++++ Extracted data ++++

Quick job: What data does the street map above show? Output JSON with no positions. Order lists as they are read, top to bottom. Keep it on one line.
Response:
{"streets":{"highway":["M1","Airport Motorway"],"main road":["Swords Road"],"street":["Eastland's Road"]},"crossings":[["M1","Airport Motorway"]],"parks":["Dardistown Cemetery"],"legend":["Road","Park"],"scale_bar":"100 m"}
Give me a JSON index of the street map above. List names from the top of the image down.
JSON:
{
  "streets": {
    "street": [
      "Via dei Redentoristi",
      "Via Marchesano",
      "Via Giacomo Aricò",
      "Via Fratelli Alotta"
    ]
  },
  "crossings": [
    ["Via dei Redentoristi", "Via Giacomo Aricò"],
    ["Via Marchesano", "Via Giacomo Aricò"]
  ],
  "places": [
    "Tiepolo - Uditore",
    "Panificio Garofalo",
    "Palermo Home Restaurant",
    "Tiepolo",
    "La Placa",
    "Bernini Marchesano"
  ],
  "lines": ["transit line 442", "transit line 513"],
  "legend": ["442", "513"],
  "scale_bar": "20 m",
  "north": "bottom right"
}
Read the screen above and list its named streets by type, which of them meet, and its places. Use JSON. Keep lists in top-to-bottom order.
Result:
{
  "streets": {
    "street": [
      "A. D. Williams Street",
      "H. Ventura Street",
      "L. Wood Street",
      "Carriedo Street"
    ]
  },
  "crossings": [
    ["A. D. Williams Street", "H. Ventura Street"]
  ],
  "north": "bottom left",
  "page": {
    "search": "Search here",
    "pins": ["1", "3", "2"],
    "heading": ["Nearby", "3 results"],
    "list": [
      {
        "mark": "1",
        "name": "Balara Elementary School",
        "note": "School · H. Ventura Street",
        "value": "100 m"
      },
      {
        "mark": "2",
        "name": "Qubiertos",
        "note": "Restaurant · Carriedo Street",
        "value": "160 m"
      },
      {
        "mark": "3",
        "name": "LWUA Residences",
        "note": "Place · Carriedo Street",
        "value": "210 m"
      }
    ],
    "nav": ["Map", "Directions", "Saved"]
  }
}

++++

Problem:
Count how many lines above include the word "Keep" and answer with that figure only.

Exercise response:
2